I've been doing Reddit organic for my own SaaS since early this year and got addicted to it as a channel. Better intent than ads, free, and the threads keep ranking on Google for months. Problem is the actual work of finding good threads is brutal.
I was spending 1 to 2 hours every morning just scrolling. Most threads in my target subs were useless. Either they didn't rank on Google so nobody would ever read my reply, or the OP was venting instead of looking for a solution, or the thread was 4 days old and already buried. By the time I'd found 5 worth replying to, half my morning was gone and I hadn't written a single comment.

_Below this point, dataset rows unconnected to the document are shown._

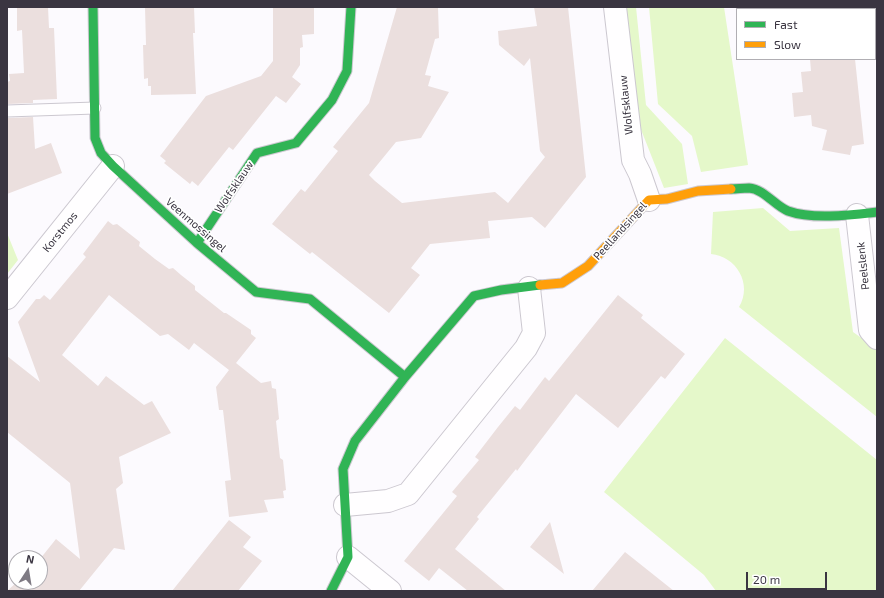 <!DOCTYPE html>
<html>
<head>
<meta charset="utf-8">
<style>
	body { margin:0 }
	#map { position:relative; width:884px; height:598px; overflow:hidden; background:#fcfafe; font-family:"Exo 2",sans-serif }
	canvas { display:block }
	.frame { position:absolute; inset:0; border:8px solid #3a3541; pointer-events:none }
	.legend { position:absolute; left:736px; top:8px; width:140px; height:52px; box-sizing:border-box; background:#fff; border:1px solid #b0aeb3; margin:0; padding:5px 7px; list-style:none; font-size:12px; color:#3a3541 }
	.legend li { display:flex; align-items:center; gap:8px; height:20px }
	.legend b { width:20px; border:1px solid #b0aeb3 }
	.north { position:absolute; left:8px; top:550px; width:40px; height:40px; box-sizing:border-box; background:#fff; border:1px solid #b0aeb3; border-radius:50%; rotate:12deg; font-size:11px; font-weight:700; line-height:16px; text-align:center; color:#3a3541 }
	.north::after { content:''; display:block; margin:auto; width:14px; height:18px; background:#7e7a83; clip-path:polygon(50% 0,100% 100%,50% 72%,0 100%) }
	.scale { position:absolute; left:746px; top:572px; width:81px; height:18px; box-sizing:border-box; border:2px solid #3a3541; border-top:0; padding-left:5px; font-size:12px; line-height:14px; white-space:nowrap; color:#3a3541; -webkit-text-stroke:3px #fff; paint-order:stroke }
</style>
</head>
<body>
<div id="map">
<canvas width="884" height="598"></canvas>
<div class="frame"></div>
<ul class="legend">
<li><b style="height:5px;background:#30b455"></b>Fast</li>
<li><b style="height:5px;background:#ff9f0a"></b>Slow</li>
</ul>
<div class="north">N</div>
<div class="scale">20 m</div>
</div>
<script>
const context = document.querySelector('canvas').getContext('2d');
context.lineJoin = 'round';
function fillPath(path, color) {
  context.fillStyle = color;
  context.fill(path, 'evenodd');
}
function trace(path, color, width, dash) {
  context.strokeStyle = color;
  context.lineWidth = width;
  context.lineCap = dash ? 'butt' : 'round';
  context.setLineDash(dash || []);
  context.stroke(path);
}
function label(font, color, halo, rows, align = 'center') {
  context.font = font + ' "Exo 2",sans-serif';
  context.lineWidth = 3.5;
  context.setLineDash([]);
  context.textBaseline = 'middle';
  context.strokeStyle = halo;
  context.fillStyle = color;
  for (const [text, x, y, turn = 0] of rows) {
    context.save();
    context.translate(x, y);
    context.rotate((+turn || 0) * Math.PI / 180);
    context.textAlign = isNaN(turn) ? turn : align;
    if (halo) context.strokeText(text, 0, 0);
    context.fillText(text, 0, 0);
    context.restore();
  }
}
const green = new Path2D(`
	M625 7H636L646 105 682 144 688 184 664 188 640 127Z
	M649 7H724L748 165 701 172 692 136 658 104Z
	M763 208 790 231 839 228 853 332 877 349V417L739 307C753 284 736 256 711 254L713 212Z
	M7 233 18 260 7 274Z
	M725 338 877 460V591H716L704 575 604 492Z`);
const building = new Path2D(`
	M17 7H48L49 28H54L57 99 33 100V103L7 104V82L10 81 9 74 24 73 22 30 17 31Z
	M145 7H194L195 33H193L196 94 151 95V86H148V78L144 79 143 45H146Z
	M273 7H314V34L302 35 303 47 300 48V65L292 77 301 84 286 103 276 96 233 150 229 147 198 186 192 181 190 184 164 163 166 161 160 156 206 96 261 76 273 61Z
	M397 7H438L439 38 435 39 425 75 431 76 428 86 449 92 421 138 396 142 369 175 375 181 402 203 495 192 508 203 545 157 540 151 530 58 524 66 499 45 498 31 537 26 534 7H568L586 177 545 228 532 217 488 221 490 238 430 244 411 268 420 275 389 313 312 252 310 254 272 224 301 189 305 192 338 151 333 147 369 103Z
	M810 59H855L864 144 852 146 850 155 822 150 827 130 812 126 811 115 794 117 792 93 803 92 801 72 811 71Z
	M33 117 35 149 51 143 62 173 7 194V118Z
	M108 221 113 225 117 224 140 242 139 246 155 259 169 269 173 268 181 275 195 286V290L224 313H226L251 330V334L256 338 236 363 261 383 271 381 272 388 276 389 279 419 276 421 280 458 283 460 286 490 283 491 284 498 264 500 268 512 229 517 225 481 231 480 223 410H219L216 387 229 370 194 343 189 350 168 334 160 336 109 295 62 355 98 386 106 376 144 405 152 401 171 433 119 457 123 483 116 489 125 550 114 548 79 591H7L17 582H40V559L56 539 80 559 70 483 7 432V356L40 382 18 322 36 299H40L44 295 50 300 86 257 83 254Z
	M618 295 643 315 641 318 685 354 665 379 661 376 618 428 576 394 520 467 517 471 516 469 477 517 479 519 455 549 506 591H468L439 568 429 581 404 561 457 496 452 492 479 460 475 457 498 427 515 406 520 410 545 377 549 381Z
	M229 520 251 537 243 547 262 561 238 591H172Z
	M550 522 564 574 530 547Z
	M625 552 674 591H592Z`);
const lane = new Path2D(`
	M7 111 95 108`);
const street = new Path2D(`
	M615 7 633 160 640 174 649 200
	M857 215 870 330 877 338
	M7 298 113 166
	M345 505 388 501 408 494 526 348 534 333 529 288
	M348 557 390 591`);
const fast = new Path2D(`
	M93 7 95 138 101 153 113 166 197 243 256 292 310 299 405 377
	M731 189C737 189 743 188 749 188 764 189 775 206 788 211 813 220 851 215 877 212
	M197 243 257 153 296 143 332 100 347 71 351 7
	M331 591 348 557 343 469 355 441 405 377 474 296 501 290 540 285`);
const slow = new Path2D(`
	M540 285 562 283 588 266 649 200 667 199 698 191 731 189`);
const streetNames = [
	["Wolfsklauw",626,105,-96],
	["Wolfsklauw",234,187,-56],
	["Veenmossingel",196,225,41],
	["Peellandsingel",620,231,-48],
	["Korstmos",60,232,-51],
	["Peelslenk",863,266,-96]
];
fillPath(green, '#e5f8ca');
fillPath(building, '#ebdfde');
trace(lane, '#ccc8d0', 13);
trace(street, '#ccc8d0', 24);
trace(fast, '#ccc8d0', 11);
trace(slow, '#ccc8d0', 11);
trace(lane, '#fffeff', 11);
trace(street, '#fffeff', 22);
trace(fast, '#30b455', 9);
trace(slow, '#ff9f0a', 9);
label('11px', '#3a3541', '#fff', streetNames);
</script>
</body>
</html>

I kept thinking the actual painful part wasn't the writing, it was the finding. So I started hacking on something for myself. A scraper that pulled threads from my target subs, scored them by buying intent (not just topic relevance, that's a different thing), and surfaced the 5 to 10 worth my time each morning. Then it would draft a starting point I could rewrite in my own voice. I'd still post manually from my own accounts because that's the whole point.

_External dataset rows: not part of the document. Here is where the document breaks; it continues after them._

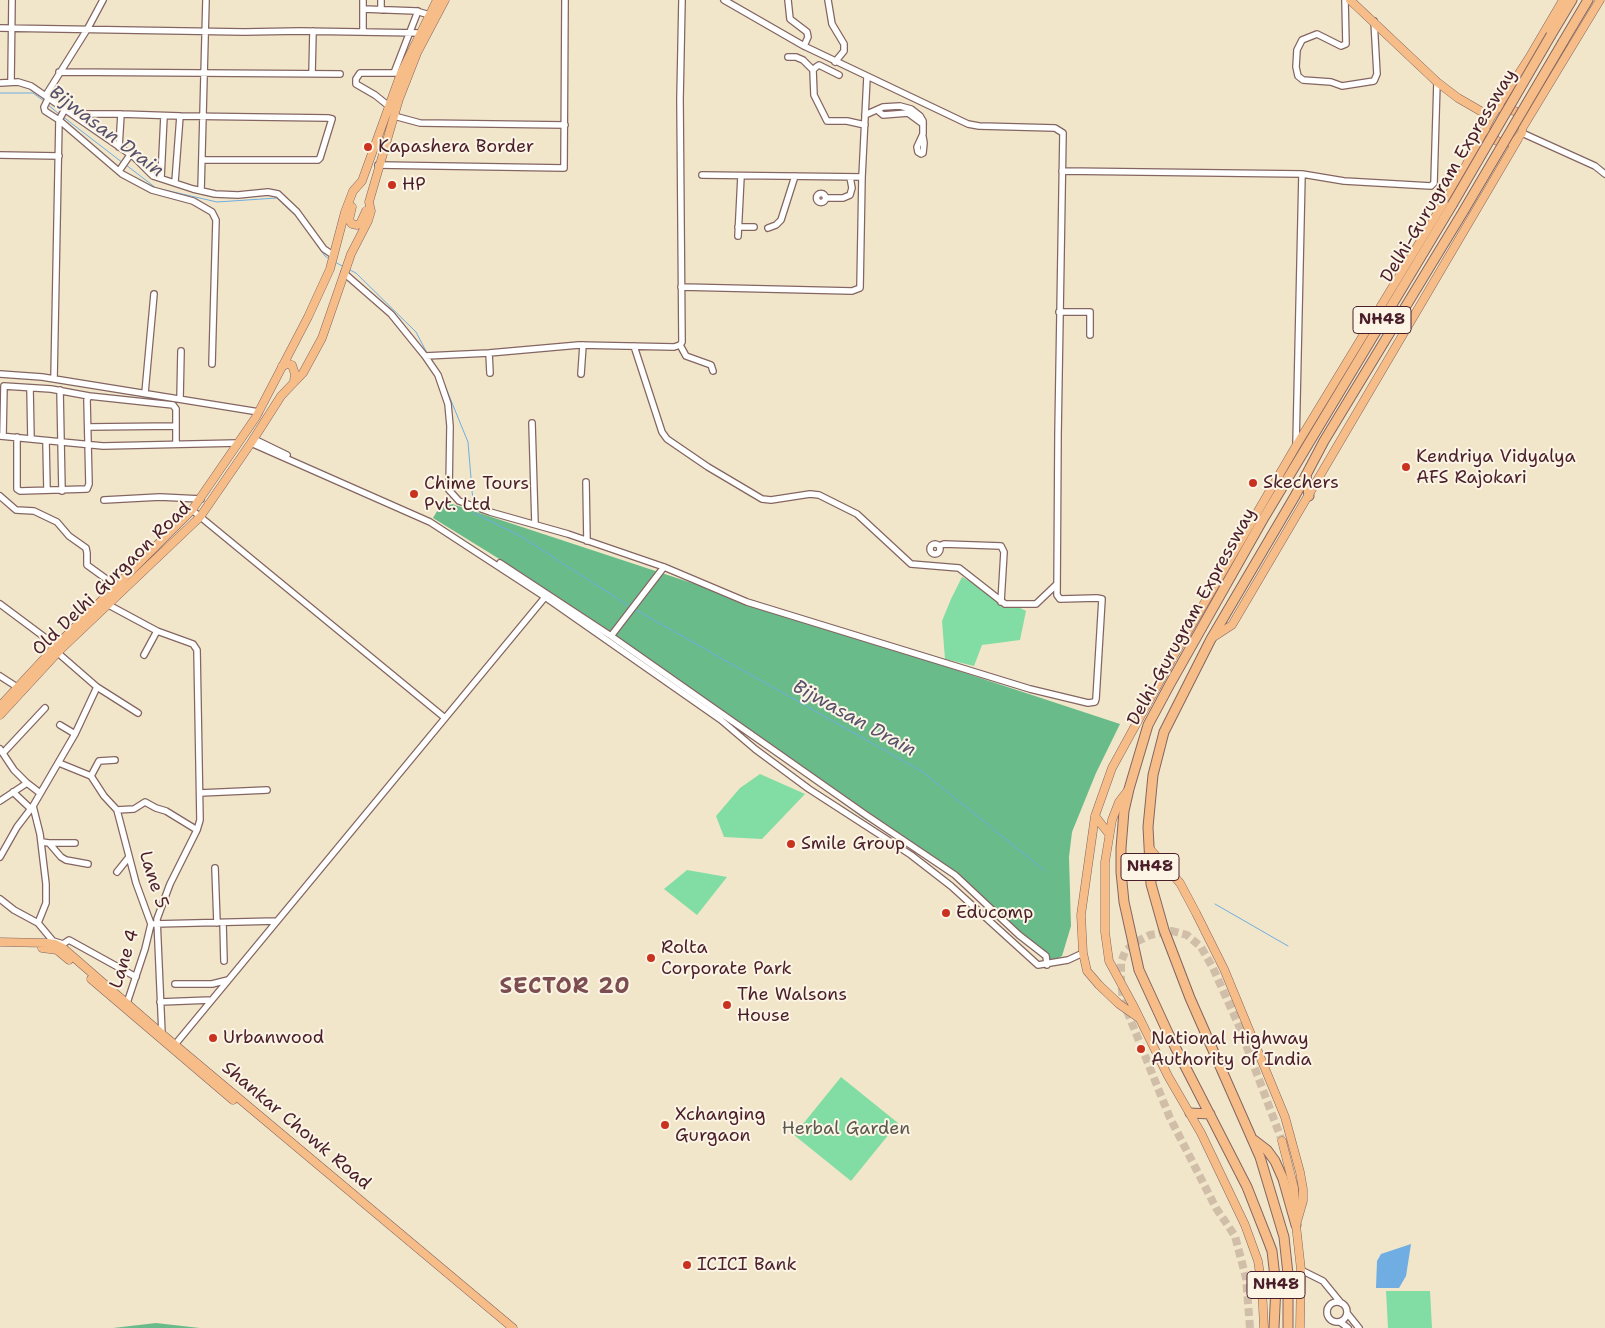 <!DOCTYPE html>
<style>
body{margin:0}
canvas{display:block;background:#f1e6c9}
</style>
<canvas width="1605" height="1328"></canvas>
<script>
const c = document.querySelector('canvas').getContext('2d');
c.lineJoin = 'round';
function fillPath(path, color) { c.fillStyle = color; c.fill(path, 'evenodd'); }
const shape = rows => new Path2D(rows.map(r => 'M' + r).join(''));
function strokePath(path, color, width, dash) { c.strokeStyle = color; c.lineWidth = width; c.lineCap = dash ? 'butt' : 'round'; c.setLineDash(dash || []); c.stroke(path); }
function drawText(font, color, halo, rows, align = 'center') {
  c.font = font + ' "Shantell Sans",sans-serif'; c.lineWidth = 4; c.setLineDash([]); c.textBaseline = 'middle'; c.strokeStyle = halo; c.fillStyle = color; for (const [text, x, y, turn = 0] of rows) {
    c.save(); c.translate(x, y); c.rotate((+turn || 0) * Math.PI / 180); c.textAlign = isNaN(turn) ? turn : align; if (halo) c.strokeText(text, 0, 0); c.fillText(text, 0, 0); c.restore();
  }
}
const green = shape([
 [962,577,1026,611,1020,640,982,645,974,666,945,659,942,621,951,599],
 [760,774,805,794,762,839,724,837,716,816,740,788],
 [687,870,727,877,697,915,664,889],
 [841,1077,898,1123,851,1181,794,1135],
 [1386,1291,1430,1291,1432,1328,1388,1328]
]);
const forest = shape([
 [443,501,1120,724,1096,773,1072,832,1069,857,1071,926,1062,956,1049,963,942,867,863,818,731,721,501,560,433,518],
 [156,1323,200,1328,113,1328]
]);
const water = shape([
 [1411,1244,1406,1276,1399,1288,1376,1288,1377,1261,1381,1254]
]);
const stream = shape([
 [0,93,33,93,44,101],
 [47,104,59,114],
 [62,116,123,163],
 [126,165,156,188,217,202,277,198,297,217],
 [317,245,325,256,329,259],
 [335,262,344,267],
 [350,270,356,273,416,332,427,353],
 [432,360,436,368],
 [441,376,468,442,473,502],
 [474,510,474,513,522,537,629,606],
 [636,610,923,772,1045,871],
 [1215,904,1288,946]
]);
const majorTunnel = shape([
 [1250,1328,1246,1278,1235,1236,1216,1208,1170,1118,1123,1001,1121,980,1121,962,1125,952,1134,943,1150,935,1172,931,1187,935,1201,947,1213,968,1239,1026,1282,1141]
]);
const minor = shape([
 [788,0,790,19,807,32,808,37,804,46],
 [828,0,832,24,844,44,844,51,835,62],
 [1345,0,1346,44,1341,46,1317,34,1302,40,1297,50,1296,67,1298,76,1303,80,1331,82,1342,86,1374,81,1377,74,1374,21],
 [363,9,416,11,433,16],
 [381,10,381,0],
 [0,28,244,32,300,31,420,33],
 [363,32,363,0],
 [788,57,796,57,803,60,813,70,814,95,827,121,847,121,865,125],
 [813,70,816,67,819,65,839,75],
 [59,72,340,74],
 [394,73,418,11],
 [312,74,313,31],
 [11,82,12,0],
 [0,83,18,82,31,86,134,157,153,176,193,189,215,194,238,195,268,192,278,194,297,212,324,249,333,255],
 [46,95,88,28,103,0],
 [49,97,44,107,45,111,59,120,122,174,152,190,193,201,212,212,216,220,212,364],
 [390,107,375,95,356,84,356,79,360,73,401,73],
 [877,110,883,115,908,113,923,124],
 [73,114,121,114,180,116,328,118,332,119,320,158,318,160,202,160],
 [865,115,883,107,900,106,911,109,920,116,923,121,923,134,917,147,918,152,921,154,923,153,924,143,923,137],
 [394,116,420,123,565,125],
 [1522,133,1595,166,1605,174],
 [119,147,121,114],
 [0,155,59,156],
 [378,165,564,168,565,0],
 [119,171,130,155],
 [1062,171,1302,174,1344,181,1431,186,1434,183,1437,82],
 [702,175,862,177],
 [161,178,164,116],
 [175,182,180,116],
 [201,191,206,0],
 '816.5 198a4.5 4.5 0 1 1 9 0a4.5 4.5 0 1 1-9 0Z',
 [826,198,843,198,850,195,852,188,850,177],
 [738,227,754,227],
 [768,228,776,225,781,220,795,176],
 [738,236,741,176],
 [344,273,391,314,425,356,489,353,579,345,674,347,680,345,682,342,680,99,682,0],
 [681,287,852,291,860,288,862,177,867,77],
 [1059,312,1090,312,1090,335],
 [680,345,686,356,711,365,713,371],
 [634,346,662,432,667,439,708,467,762,499,771,500,810,494,819,495,857,514,911,564,959,568,1005,604,1036,604,1057,584],
 [489,353,490,373],
 [425,356,438,375,448,404,450,426,449,490,459,501,490,512,568,534,664,567,747,602,1030,689,1088,703,1095,702,1096,699,1102,599,1097,598,1060,599,1057,595,1058,435,1063,133,1055,128,979,126,968,124,804,46,724,0],
 [0,374,42,377,259,412],
 [581,374,583,345],
 [54,379,59,120,65,109],
 [30,388,31,439],
 [60,390,62,491],
 [145,393,154,294],
 [180,399,181,351],
 [532,423,535,524],
 [88,427,176,426],
 [0,436,103,446,238,443],
 [3,436,4,386,51,389,89,396],
 [17,437,17,489,20,491,87,489,89,484,87,400,89,396,173,405,176,409,176,444],
 [254,439,287,455],
 [46,441,47,490],
 [251,443,430,522,545,597,721,720,755,749,809,789,911,855,951,886,1038,965,1068,960,1083,953],
 [1296,445,1302,174],
 [586,482,587,541],
 [0,496,16,510,34,511,57,522,69,536,86,548,87,553,87,565,116,586],
 [104,500,160,497,201,499],
 [192,510,445,718],
 '930 549a5 5 0 1 1 10 0a5 5 0 1 1-10 0Z',
 [939,546,944,544,1001,546,1004,552,1001,602],
 [500,563,611,636,866,815,955,875,1019,935,1046,956,1047,965],
 [105,603,157,631,193,644,197,650,200,820,197,830,170,884,157,919,162,1034],
 [0,604,59,648],
 [611,636,664,567],
 [58,653,97,687,138,713],
 [144,655,157,631],
 [0,676,17,687],
 [60,725,75,734],
 [0,749,14,770,27,783,40,793],
 [3,753,45,708],
 [59,763,91,776,104,796,117,810,136,883,151,924,145,949,127,1003],
 [91,776,99,761,115,760],
 [13,792,31,809],
 [200,793,267,790],
 [0,801,27,783],
 [117,810,134,809,145,802,156,808,166,811,197,830],
 [42,842,49,843,61,857,66,860,88,864],
 [49,843,75,843],
 [0,857,17,827,33,806],
 [215,868,217,923],
 [117,872,129,857],
 [0,899,14,910,38,923,53,941,63,944,69,940,136,977],
 [38,923,46,903,46,884,40,834,33,806,75,734,97,687],
 [223,923,224,961],
 [154,924,277,921],
 [175,984,212,984,228,980],
 [160,1002,211,1000],
 [173,1047,546,596],
 [1301,1270,1323,1281,1341,1303],
 '1327 1312a10 10 0 1 1 20 0a10 10 0 1 1-20 0Z',
 [1347,1313,1359,1328],
 [1340,1322,1348,1328]
]);
const major = shape([
 [1350,0,1437,82,1458,98,1491,117],
 [1523,127,1600,0],
 [1490,133,1497,141,1503,143,1515,141,1522,133,1523,122,1520,116,1515,111,1502,109],
 [352,207,349,220,352,224,357,225,360,224,366,211],
 [282,366,288,364,292,365,295,374,294,381],
 [1212,638,1232,625,1518,139],
 [0,706,56,646,192,510,256,417,308,317,330,269,345,212,353,191,362,181,401,73,437,0],
 [0,715,60,650,200,517,251,443,281,396,303,373,322,338,351,254,368,221,371,211,369,202,399,99,417,53,445,0],
 [1129,789,1119,802,1112,820,1105,862,1105,932,1109,961,1134,1007,1168,1076,1201,1133,1245,1225,1258,1261,1262,1287,1264,1328],
 [1095,816,1109,834],
 [1149,848,1180,883,1196,913,1224,969,1285,1117,1300,1172,1303,1189,1303,1201,1296,1225,1301,1270,1300,1328],
 [0,942,47,943,55,944,63,948,162,1034,513,1328],
 [42,948,57,950,69,960],
 [91,979,233,1100],
 [1139,1018,1119,1004,1099,985,1087,971,1083,953,1081,915,1095,816,1112,768,1174,655,1296,446,1463,171,1491,117,1529,58,1563,0],
 [1282,1141,1294,1188,1296,1213]
]);
const highway = shape([
 [1551,35,1572,0],
 [1563,42,1588,0],
 [1306,475,1309,496],
 [1190,1113,1210,1114],
 [1254,1140,1267,1150,1275,1161,1283,1179,1296,1225],
 [1274,1328,1276,1286,1272,1251,1269,1243,1247,1187,1168,1033,1139,970,1124,902,1121,872,1121,848,1124,811,1129,789,1148,725,1170,684,1262,521,1452,205],
 [1288,1328,1288,1274,1284,1237,1260,1157,1190,998,1164,930,1151,884,1148,827,1153,775,1164,732,1211,639,1295,496,1324,441,1463,212]
]);
const highwayBridge = shape([
 [1452,205,1551,35],
 [1463,212,1563,42]
]);
const markers = [
 [368,147,5,"#c8321e"],
 [392,185,5,"#c8321e"],
 [1406,467,5,"#c8321e"],
 [1253,483,5,"#c8321e"],
 [414,494,5,"#c8321e"],
 [791,844,5,"#c8321e"],
 [946,913,5,"#c8321e"],
 [651,958,5,"#c8321e"],
 [727,1005,5,"#c8321e"],
 [213,1038,5,"#c8321e"],
 [1141,1049,5,"#c8321e"],
 [665,1125,5,"#c8321e"],
 [687,1265,5,"#c8321e"]
];
const shields = [
 [1382,320,58],
 [1150,867,58],
 [1276,1285,58]
];
const shieldNames = [
 ["NH48",1382,320],
 ["NH48",1150,867],
 ["NH48",1276,1285]
];
const poiNames = [
 ["Kapashera Border",378,147],
 ["HP",402,185],
 ["Kendriya Vidyalya",1416,457],
 ["AFS Rajokari",1416,478],
 ["Skechers",1263,483],
 ["Chime Tours",424,484],
 ["Pvt. Ltd",424,505],
 ["Smile Group",801,844],
 ["Educomp",956,913],
 ["Rolta",661,948],
 ["Corporate Park",661,969],
 ["The Walsons",737,995],
 ["House",737,1016],
 ["Urbanwood",223,1038],
 ["National Highway",1151,1039],
 ["Authority of India",1151,1060],
 ["Xchanging",675,1115],
 ["Gurgaon",675,1136],
 ["ICICI Bank",697,1265]
];
const streetNames = [
 ["Delhi-Gurugram Expressway",1449,176,-59],
 ["Old Delhi Gurgaon Road",112,579,-44],
 ["Delhi-Gurugram Expressway",1192,617,-61],
 ["Lane 5",153,880,72],
 ["Lane 4",125,959,-73],
 ["Shankar Chowk Road",296,1126,40]
];
const parkNames = [
 ["Herbal Garden",846,1129]
];
const waterNames = [
 ["Bijwasan Drain",106,132,37],
 ["Bijwasan Drain",854,719,29]
];
const districtNames = [
 ["SECTOR 20",565,987]
];
fillPath(green, '#82dda4');
fillPath(forest, '#69bc8a');
fillPath(water, '#6fade2');
strokePath(stream, '#6fade2', 1);
strokePath(majorTunnel, '#d0bea9', 8, [8, 4]);
strokePath(minor, '#846562', 8);
strokePath(major, '#846562', 9);
strokePath(highway, '#846562', 11);
strokePath(minor, '#fff', 5.5);
strokePath(major, '#f7bd88', 8);
strokePath(highway, '#f7bd88', 9);
strokePath(highwayBridge, '#846562', 11, []);
strokePath(highwayBridge, '#f7bd88', 9);
for (const [x, y, r, color] of markers) { const dot = new Path2D(); dot.arc(x, y, r, 0, 2 * Math.PI); c.fillStyle = color; c.fill(dot); strokePath(dot, '#fcf5e5', 2); }
for (const [x, y, w] of shields) { const box = new Path2D(); box.roundRect(x - w / 2, y - 13.5, w, 27, 4); c.fillStyle = '#fcf5e5'; c.fill(box); strokePath(box, '#4a1f2b', 1); }
drawText('bold 16px', '#4a1f2b', null, shieldNames);
drawText('18px', '#4a1f2b', '#fcf5e5', poiNames, 'left');
drawText('18px', '#4a1f2b', '#fcf5e5', streetNames);
drawText('18px', '#5b584f', '#fcf5e5', parkNames);
drawText('italic 19px', '#57516b', '#fcf5e5', waterNames);
c.letterSpacing = '1px';
drawText('bold 22px', '#7c4e52', '#fcf5e5', districtNames);
c.letterSpacing = '0px';
</script>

It worked well enough that I cleaned it up and shipped it as Reppit AI (already 70+ users). Full disclosure, I'm the founder, this is the pitch, but I'm trying to be honest about what it does and doesn't do. It does not post for you. It does not manage your accounts. It does not promise you'll go viral. It just cuts the research time from 2 hours to 20 minutes and tells you which threads are actually worth a reply.
The thing I underestimated when building it was how much the intent scoring would matter vs simple keyword matching. A thread can match all your keywords and still be worthless because the OP isn't looking to buy anything. That's the part I'm still iterating on the most.
Anyway, if any of you are doing Reddit organic and have figured out something I haven't, I'd genuinely love to hear it.